I’ve had several people ask how Catching Dawn (my first book!) got published. It wasn’t easy. Agents and publishing companies want someone with a writing resume or an established platform. I didn’t have either. But, what I did have was a dream, tough skin, and a message. 

 I was a writer long before I had anything to write about. As a child, I wrote poetry, really bad poetry. The natural world was always my subject, and in Catching Dawn, you’ll find (probably too many) descriptions of nature. I’m sorry. I can’t help myself. I’m the freak you see saving worms from the pavement at the greenway or jumping two feet to avoid stepping on a caterpillar. I cried, for a good hour, when we cut down an old spruce tree in our front yard.  Full disclosure: I have been known to impale a tick with tweezers or burn one over an open flame, but I respect all other creatures. Okay, maybe not cockroaches. 

 At some point my writing evolved from poetry to short essays. Sometimes, I dabbled in fiction. Sometimes, I only wrote a sentence a day. But, I always wrote. Two unedited manuscripts sit on a hard drive somewhere that I might dig out again at some point. I just never put my work out there. I never sent it to magazines or journals or anywhere. For one thing, I didn’t depend on writing to make a living. But, also nothing I wrote felt urgent. It didn’t feel necessary.

In the end, I simply wasn’t brave enough. I didn’t think I was a good enough writer to sit on a shelf with the likes of Peter Zheutlin or Julie Barton. To be honest, my writing might have remained in the inner workings of my laptop if I hadn’t volunteered for a nonprofit in the rural south. That changed everything.
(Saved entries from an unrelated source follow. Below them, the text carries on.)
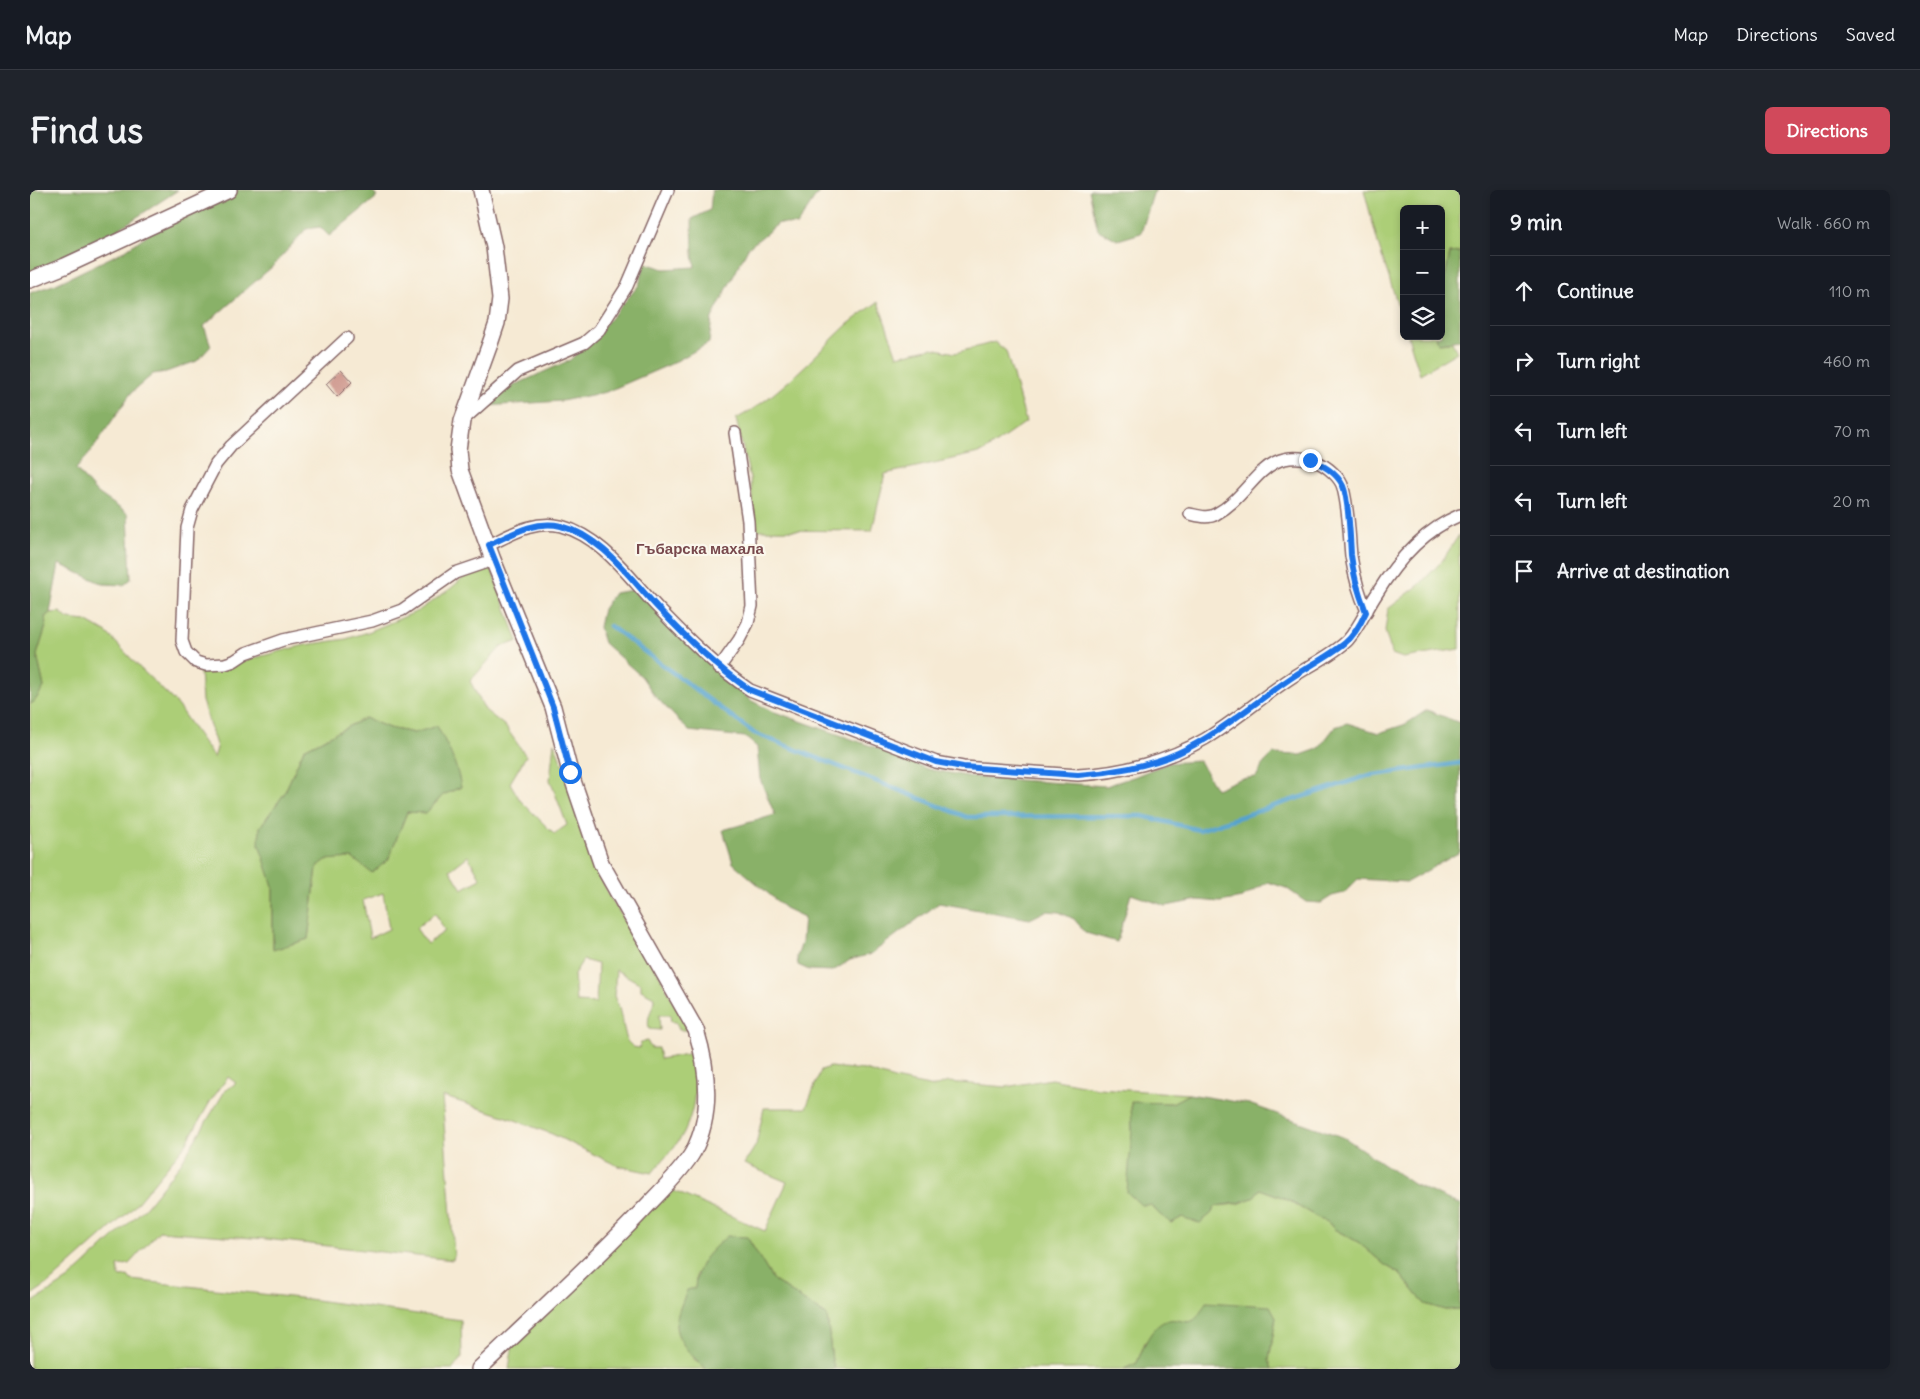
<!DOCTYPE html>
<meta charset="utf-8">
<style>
body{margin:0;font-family:Delius,sans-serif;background:#20242c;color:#f1f3f6}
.controls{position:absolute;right:15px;top:15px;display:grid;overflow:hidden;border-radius:8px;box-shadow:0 2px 8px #0003}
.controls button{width:45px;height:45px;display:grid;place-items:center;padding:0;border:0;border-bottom:1px solid #363941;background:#171b24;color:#f1f3f6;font:25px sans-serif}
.stop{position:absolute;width:15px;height:15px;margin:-11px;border:4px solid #1a73e8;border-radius:50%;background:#fff}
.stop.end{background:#1a73e8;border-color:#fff;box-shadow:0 1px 5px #0008}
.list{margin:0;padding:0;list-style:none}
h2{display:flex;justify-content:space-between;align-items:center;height:65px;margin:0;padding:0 20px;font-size:21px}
h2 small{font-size:16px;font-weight:400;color:#9ea1a6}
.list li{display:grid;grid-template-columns:32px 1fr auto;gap:15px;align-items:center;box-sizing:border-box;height:70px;padding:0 20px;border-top:1px solid #363941}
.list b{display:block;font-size:19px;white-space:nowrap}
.list em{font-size:16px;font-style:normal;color:#9ea1a6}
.icon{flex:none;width:28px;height:28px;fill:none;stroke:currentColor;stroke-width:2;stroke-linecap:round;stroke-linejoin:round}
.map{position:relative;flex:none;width:1430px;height:1179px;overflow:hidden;border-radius:8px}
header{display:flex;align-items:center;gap:30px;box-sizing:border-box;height:70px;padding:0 25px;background:#171b24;border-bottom:1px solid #363941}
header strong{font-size:24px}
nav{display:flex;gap:28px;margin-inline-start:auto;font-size:18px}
.intro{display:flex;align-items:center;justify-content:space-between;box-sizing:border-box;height:120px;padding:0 30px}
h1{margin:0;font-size:35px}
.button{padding:12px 22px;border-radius:8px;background:#d1495b;color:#fff;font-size:18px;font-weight:700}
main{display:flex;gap:30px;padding:0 30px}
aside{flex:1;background:#171b24;border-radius:8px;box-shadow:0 2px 8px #0003}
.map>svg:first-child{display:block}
.green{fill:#acce77;stroke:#7b7651;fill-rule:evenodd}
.forest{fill:#89b168;stroke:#6a684a}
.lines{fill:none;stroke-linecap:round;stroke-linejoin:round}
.stream{stroke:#54a3ce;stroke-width:4.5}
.building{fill:#ce968c}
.minor-casing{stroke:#866666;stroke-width:14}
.tertiary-casing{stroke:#866666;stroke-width:18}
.minor{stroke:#fff;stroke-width:11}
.tertiary{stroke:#fff;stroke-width:15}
.route{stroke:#1a73e8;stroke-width:6}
.labels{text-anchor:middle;stroke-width:4.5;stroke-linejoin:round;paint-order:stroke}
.neighbourhood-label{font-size:15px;font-weight:bold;fill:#78494d;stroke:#fbf7ec}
</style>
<header>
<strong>Map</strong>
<nav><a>Map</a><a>Directions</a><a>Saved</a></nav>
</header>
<div class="intro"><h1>Find us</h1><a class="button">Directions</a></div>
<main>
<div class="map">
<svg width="1430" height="1179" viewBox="0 0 1430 1179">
<rect width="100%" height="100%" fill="#fbf7ec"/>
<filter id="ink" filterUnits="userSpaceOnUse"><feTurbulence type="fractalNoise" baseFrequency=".02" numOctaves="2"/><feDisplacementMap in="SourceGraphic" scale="10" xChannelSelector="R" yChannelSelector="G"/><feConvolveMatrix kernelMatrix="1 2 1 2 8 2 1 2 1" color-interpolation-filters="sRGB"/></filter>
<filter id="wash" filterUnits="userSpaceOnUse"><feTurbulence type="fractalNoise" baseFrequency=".0096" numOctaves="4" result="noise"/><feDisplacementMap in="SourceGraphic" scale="20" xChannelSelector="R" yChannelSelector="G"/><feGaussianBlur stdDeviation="1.12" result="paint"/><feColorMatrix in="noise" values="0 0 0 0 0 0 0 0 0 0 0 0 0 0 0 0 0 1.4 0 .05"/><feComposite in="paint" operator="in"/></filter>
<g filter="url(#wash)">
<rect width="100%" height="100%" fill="#f6ead4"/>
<path class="green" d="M1334,0H1430V62L1420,63L1414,92L1411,93V19H1374V134L1349,57Z
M848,112L867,166L902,158L925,163L965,152L976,161L996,232L953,262L855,284L842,341L726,340L720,288L706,229C749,206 782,168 817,135C827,127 838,119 848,112Z
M1378,146H1406L1408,153L1422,152L1427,162L1390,184Z
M1429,345L1430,459L1373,468L1362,464L1355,441L1358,419L1389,395L1412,371Z
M458,370L488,451L471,457L440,491L455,520L475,536L496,566L480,593L490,610L524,644L537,635L520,590L524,552L551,622L561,668L581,709L627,780L658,840H649L646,832H641L640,825H629L630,840L619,839C616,822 624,822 624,807L611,800V794L586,780L584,806L589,818L597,851L603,857L609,858L611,852L617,851L621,858H628L630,869L662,863C668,888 666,916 655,940C650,952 631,972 622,983L588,976L522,944L477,927L412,906L424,1065L423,1070L236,1049L129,1041L99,1074L88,1076L89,1085L91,1087L98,1086L101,1090L278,1109L431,1130L432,1167L423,1179H0V1114L39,1089L114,1019L151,973L195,901L206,893L198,887L180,912L156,954L102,1019L19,1093L0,1106V514L4,512L14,497L7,465L17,433L15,427L20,423L30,422L38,429L56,431L77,443L110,478L145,512L184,568L187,558L172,511L170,482L275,455L316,449L338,442L388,421L420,399L450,374ZM335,528L359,538L384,543L431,597L413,605L396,623L377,622L358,670L322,668L296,669L287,678L278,749L243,759V696L230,637L254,604L274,559ZM438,666L451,689L432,699L420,680ZM353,703L359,739L340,748L333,710ZM405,723L415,741L397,754L386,738ZM553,770L568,774L566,813L546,812L544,784Z
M800,877L835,880L864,889L904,897L918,892L976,897L1021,889L1068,898L1159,904L1142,913H1101L1102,939L1121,1015L1129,1024L1153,1027L1181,1024L1186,1016C1205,1014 1218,1015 1230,999L1252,1007L1292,1030L1298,1032L1304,1039L1328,1052L1355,1075L1369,1083L1395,1114L1415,1120L1430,1119V1179H1242L1239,1170L1246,1127L1165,1130L1161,1132L1140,1130L1115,1152L1107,1173L1094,1179H805L802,1171L797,1126L743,1090L717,1047L666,1084L664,1169L677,1179H479L484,1146L637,998L735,1041L757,992L714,974L726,955L734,918H776L791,880Z"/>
<path class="forest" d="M0,0H148L60,58L0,82Z
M195,0H341L347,7L299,46L290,37L276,39L243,76L174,136L181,156L167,171L136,182L123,184L101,203L60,263L46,279L65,301L98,324L101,389L94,395L73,394L29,374L20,423L15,427L17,433L7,465L14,497L4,512L0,514V103L26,94L94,61L124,40Z
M682,0H791L786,6L767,35L749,33L718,58L682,128L679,153L641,174L576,202L532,211L456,216L474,200L540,170L567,144L609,95L615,73L634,79L665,77L663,64L662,29L680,20Z
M1059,0H1126L1123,4L1111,43L1088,50L1068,40Z
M1430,62V150L1408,153L1406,146H1411V93L1414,92L1420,63Z
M603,400L615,406L720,510L742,521L847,558L897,579L942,587L1076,596L1106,586L1138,573L1169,571L1186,599L1210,589L1226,587L1234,573L1243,564L1271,565L1288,559L1305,537L1317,533L1349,543L1376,534L1397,520L1430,533V662L1377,692L1328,689L1314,703L1302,706L1291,713L1276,712L1256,698L1238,692L1212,708L1190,712L1168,710L1136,716L1101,704L1087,752L1056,743L1044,729L1029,722L1016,721L1000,729L909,713L841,764L820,770L803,781L779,780L768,775L767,767L772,752L774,727L755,718L703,673L693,640L745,625L730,589L727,557L715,547L659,541L625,506L612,487L574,453L569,437L573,419L584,403Z
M335,528L359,538L384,543L407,536C418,556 427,574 431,597L413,605L396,623L377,622L358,670L342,683L322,668L296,670L287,677L278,749L243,760V696L229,654L230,637L254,604L274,559Z
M1159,904L1219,914L1315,948L1383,994L1430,1015V1119L1415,1120L1395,1114L1369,1083L1355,1075L1328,1052L1304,1039L1298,1032L1292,1030L1252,1007L1230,999L1223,1008L1208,1013L1186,1016L1181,1024L1170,1033L1157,1030L1153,1027L1141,1033L1129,1024L1121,1015H1111L1097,1002L1102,940L1101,912L1142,913Z
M697,1046L717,1047L743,1090L797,1126L802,1171L805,1179H677C665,1170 646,1151 646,1135C647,1123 653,1111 657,1100L665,1098C667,1071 679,1063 697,1046Z
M1176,1112L1240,1116L1246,1127L1239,1170L1242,1179H1094L1107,1173C1113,1158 1121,1134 1139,1130C1146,1128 1156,1134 1162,1131C1168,1129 1173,1117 1176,1112Z"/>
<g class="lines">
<path class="stream" d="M580,436L724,543L937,627L1112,626L1169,640L1337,586L1430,573"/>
</g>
<g id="blocks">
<path class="building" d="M311,180L322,192L307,207L296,194Z"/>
</g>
</g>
<g filter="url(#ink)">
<use href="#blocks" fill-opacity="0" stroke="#866666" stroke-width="1"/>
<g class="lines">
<defs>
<path id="minor" d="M317,148L201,256L186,274L162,320L157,338L152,451L156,462L166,472L176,475L195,474L204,471L216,463L253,450L342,431L372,420L425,383L463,370
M433,230L488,181L554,153L569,140L597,96L638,0
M1160,324C1169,326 1178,329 1186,324C1225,303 1232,253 1287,272C1297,276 1311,288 1313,298C1319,321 1319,344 1321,366C1324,385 1329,404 1337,421
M459,355C482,344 504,330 531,336C573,347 600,389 629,419C657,448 686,477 720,500L906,572L933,577L1048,585C1091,583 1137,571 1175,549C1205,531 1232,507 1261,488C1276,478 1307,462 1318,450C1330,436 1336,420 1346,405C1366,372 1394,340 1430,325
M689,478L709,450L718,433L722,416L718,331L705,243"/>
<path id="tertiary" d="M0,90L35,76L199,0
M449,1179C504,1126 561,1075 613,1020C627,1005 653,980 663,962C683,925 678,879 666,840L571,673L540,582L523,517L463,370L430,280L428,260L432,231L461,151L467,133L470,109L464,57L451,0"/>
</defs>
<use href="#minor" class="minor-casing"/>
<use href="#tertiary" class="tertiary-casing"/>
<use href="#minor" class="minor"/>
<use href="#tertiary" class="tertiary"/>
</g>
</g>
<g class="lines" filter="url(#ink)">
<path class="route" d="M540,582L523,517L459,355C482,344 505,330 531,336C573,347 600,389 629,419C657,448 686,477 720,500L906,572L933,577L1048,585C1078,583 1120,576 1148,563C1189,544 1224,513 1261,488C1279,476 1299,466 1315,453C1325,445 1331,433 1336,422C1329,404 1323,384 1321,365C1320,348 1319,310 1313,296C1307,283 1292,274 1280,270"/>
</g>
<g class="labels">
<g class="neighbourhood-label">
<text x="670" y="364">Гъбарска махала</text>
</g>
</g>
</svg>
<div class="controls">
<button>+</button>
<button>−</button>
<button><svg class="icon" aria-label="layers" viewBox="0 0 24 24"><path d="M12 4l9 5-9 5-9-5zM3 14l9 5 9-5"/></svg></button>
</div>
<div class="stop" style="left:540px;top:582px"></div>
<div class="stop end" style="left:1280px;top:270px"></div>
</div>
<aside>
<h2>9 min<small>Walk · 660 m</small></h2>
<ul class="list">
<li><svg class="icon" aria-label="ahead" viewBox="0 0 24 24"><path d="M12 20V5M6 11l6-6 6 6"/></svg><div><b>Continue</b></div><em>110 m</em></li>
<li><svg class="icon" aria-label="right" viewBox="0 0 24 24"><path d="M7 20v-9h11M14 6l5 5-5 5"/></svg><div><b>Turn right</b></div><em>460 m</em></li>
<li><svg class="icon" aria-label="left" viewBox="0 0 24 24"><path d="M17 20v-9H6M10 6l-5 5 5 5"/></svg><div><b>Turn left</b></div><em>70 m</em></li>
<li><svg class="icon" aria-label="left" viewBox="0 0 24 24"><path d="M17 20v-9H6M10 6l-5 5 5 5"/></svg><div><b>Turn left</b></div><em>20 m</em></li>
<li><svg class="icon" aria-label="arrive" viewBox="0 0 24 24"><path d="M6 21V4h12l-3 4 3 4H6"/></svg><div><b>Arrive at destination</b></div></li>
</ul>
</aside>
</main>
When I started working in animal rescue, I found all the motivation I needed to expose my life and my writing, which is not easy for me, someone so private that I border on being a hermit. But…finally, I had something to say and a reason to say it. One of my best buds, a former race car driver, told me, “Grow a pair, would you?” So that’s exactly what I did. I grew a pair.

 It took me two years to write Catching Dawn, mainly because I have four mutts and a full-time job. Both get a lot of my attention. But, it also took that long because some of the material was so emotional that I could only create in chunks. The chapter “Worst Thing Imaginable” is by far the least edited chapter in the book. It took every ounce of courage I had to write those scenes. And I don’t think I’ll ever read them again. Not ever. Just like rescuing Dawn will always be my greatest accomplishment, losing Miss Annie will always be the worst thing imaginable. 

For two years after I finished my manuscript, I got rejected. And rejected. And rejected.  And I get it. In the literary world, I rank about as high as a mosquito at a writing retreat. In the best-case scenario, I was a long shot, and in the worst a nuisance. Most of the time, people never even bothered rejecting me. They just never sent a response. After six months, I would assume their silence meant no, scratch another name off my list, and move on. 

 But, I never gave up. I once heard a screenplay writer talk about his first break. He compared it to walking along a wall and wanting to get to the other side but not being able to find a door. He just kept walking until he found one. That pretty much sums up the last two years of my life. I just kept going. And I kept going because I believe in Catching Dawn. I believe in its message, which is that dogs are magic and have the power to heal some pretty beat-down and battered hearts. I also believe this book validates a dog’s emotional complexity. Once we (as a culture) recognize their magic, once we acknowledge their intelligence, then maybe, just maybe we can make a change.